Qu’est-ce le « drop » d’une chaussure de running ?

Le "drop" d'une chaussure est devenu un critère de choix au moment de l'achat pour de nombreux coureurs. Mais savez-vous vraiment ce que veut dire ce terme ?

Pied coureur

Les paramètres à prendre en compte pour choisir une chaussure de running sont nombreux. Et une notion prend de plus en plus d’importance dans le discours des fabricants, le drop.
Le drop (exprimé en millimètres) mesure la différence de hauteur entre le talon et l’avant du pied, soit la différence entre l’épaisseur de la semelle à l’arrière et à l’avant de la chaussure.

Plus cette différence est petite, plus la foulée du coureur est naturelle, car il pose moins le talon au sol à l’attaque de sa foulée et court plus sur l’avant du pied. De cette façon, la foulée est plus naturelle et le corps moins traumatisé car la « chaine » chevilles, mollets, genoux, quadriceps et ischio-jambiers du coureur est plus alignée au moment de l’impact de son pied sur le sol.

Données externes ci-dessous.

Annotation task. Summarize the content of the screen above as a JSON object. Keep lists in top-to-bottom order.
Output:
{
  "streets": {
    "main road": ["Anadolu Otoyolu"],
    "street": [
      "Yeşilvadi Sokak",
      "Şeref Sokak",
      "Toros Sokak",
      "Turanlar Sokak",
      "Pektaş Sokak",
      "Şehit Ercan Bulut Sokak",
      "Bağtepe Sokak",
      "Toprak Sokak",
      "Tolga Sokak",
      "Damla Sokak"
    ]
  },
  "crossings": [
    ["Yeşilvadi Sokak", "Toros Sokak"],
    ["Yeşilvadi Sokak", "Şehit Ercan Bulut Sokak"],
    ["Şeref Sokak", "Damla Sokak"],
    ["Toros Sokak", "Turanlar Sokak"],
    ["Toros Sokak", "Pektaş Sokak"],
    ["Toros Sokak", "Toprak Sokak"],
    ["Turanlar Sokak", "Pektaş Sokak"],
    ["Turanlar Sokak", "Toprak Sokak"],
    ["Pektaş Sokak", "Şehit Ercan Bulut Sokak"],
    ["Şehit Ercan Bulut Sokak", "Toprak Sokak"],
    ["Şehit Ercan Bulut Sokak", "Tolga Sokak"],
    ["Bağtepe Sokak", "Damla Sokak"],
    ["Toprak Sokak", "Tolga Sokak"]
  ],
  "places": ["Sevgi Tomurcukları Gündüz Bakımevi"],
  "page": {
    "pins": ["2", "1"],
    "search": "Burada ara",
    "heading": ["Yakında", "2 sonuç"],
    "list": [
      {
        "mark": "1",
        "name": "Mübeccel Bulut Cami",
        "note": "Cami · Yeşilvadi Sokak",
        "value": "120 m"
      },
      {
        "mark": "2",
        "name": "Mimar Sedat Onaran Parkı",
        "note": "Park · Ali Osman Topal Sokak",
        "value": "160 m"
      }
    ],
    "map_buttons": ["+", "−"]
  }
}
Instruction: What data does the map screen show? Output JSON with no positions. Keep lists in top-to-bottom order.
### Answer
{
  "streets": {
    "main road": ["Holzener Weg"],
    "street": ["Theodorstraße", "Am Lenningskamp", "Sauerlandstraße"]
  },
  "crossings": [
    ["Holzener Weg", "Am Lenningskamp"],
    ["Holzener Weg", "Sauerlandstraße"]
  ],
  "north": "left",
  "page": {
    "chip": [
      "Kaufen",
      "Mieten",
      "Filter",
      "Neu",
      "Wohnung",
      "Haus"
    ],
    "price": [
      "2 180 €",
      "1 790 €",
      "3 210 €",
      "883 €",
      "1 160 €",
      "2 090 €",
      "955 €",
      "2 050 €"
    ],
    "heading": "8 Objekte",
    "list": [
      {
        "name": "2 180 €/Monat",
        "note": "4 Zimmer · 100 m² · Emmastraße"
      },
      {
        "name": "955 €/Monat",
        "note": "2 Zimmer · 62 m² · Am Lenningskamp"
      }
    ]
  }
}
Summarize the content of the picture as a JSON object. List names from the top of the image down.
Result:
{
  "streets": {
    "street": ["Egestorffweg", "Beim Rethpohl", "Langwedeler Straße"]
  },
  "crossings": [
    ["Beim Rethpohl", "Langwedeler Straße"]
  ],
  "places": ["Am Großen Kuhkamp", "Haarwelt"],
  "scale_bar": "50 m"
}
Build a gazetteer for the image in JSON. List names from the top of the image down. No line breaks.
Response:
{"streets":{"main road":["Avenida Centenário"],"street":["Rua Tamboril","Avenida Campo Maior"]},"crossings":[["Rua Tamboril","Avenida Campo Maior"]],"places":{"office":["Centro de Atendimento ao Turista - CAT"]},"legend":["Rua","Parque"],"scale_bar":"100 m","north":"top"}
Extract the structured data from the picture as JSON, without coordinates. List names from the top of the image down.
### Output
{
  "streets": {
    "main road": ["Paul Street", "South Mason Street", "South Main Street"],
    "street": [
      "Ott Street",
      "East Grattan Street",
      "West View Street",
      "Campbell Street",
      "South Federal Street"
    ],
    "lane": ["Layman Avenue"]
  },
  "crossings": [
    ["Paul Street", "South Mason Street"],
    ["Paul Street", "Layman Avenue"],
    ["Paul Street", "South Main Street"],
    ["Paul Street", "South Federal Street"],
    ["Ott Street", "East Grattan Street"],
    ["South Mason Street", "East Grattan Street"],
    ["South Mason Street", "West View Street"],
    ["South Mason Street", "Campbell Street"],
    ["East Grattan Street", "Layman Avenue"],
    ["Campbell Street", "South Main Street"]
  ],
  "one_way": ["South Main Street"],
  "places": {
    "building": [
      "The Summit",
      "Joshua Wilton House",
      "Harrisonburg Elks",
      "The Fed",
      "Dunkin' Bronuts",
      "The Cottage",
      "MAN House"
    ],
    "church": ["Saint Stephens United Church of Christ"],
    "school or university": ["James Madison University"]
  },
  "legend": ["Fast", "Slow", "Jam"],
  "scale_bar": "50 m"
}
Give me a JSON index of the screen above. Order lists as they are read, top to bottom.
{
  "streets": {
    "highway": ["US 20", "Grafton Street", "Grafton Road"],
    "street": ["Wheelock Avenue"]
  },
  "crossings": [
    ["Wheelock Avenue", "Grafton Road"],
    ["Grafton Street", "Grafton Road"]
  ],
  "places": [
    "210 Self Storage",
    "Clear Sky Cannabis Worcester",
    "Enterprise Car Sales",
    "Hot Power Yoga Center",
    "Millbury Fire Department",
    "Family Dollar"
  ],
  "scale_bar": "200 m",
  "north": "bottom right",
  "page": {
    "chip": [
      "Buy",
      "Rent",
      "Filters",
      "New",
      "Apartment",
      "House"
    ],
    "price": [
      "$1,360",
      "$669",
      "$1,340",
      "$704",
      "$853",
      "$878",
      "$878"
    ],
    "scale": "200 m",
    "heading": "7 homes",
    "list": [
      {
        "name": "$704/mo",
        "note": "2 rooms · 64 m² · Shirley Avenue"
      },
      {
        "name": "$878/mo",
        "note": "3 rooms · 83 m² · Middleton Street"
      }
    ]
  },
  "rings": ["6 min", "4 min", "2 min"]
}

Les équipementiers ont donc tendance à réduire ce fameux drop afin de tendre vers le « zéro-drop », graal des coureurs minimalistes et autres barefooters. Ils conservent néanmoins un drop afin de préserver le confort de course d’un maximum de coureurs.
Alors que la norme était de 12 mm de drop environ il y a quelques années, les marques proposent ainsi aujourd’hui des gammes qui déclinent différentes tailles de drops afin de répondre à tous les coureurs (4 mm, 6 mm, 8mm et 10 mm).

On admet communément que les chaussures dites « minimalistes » possèdent un drop inférieur ou égal à 4mm (en plus d’un poids inférieur à 200 g) alors que la plupart des chaussures se situent plutôt entre 8 mm et 10mm.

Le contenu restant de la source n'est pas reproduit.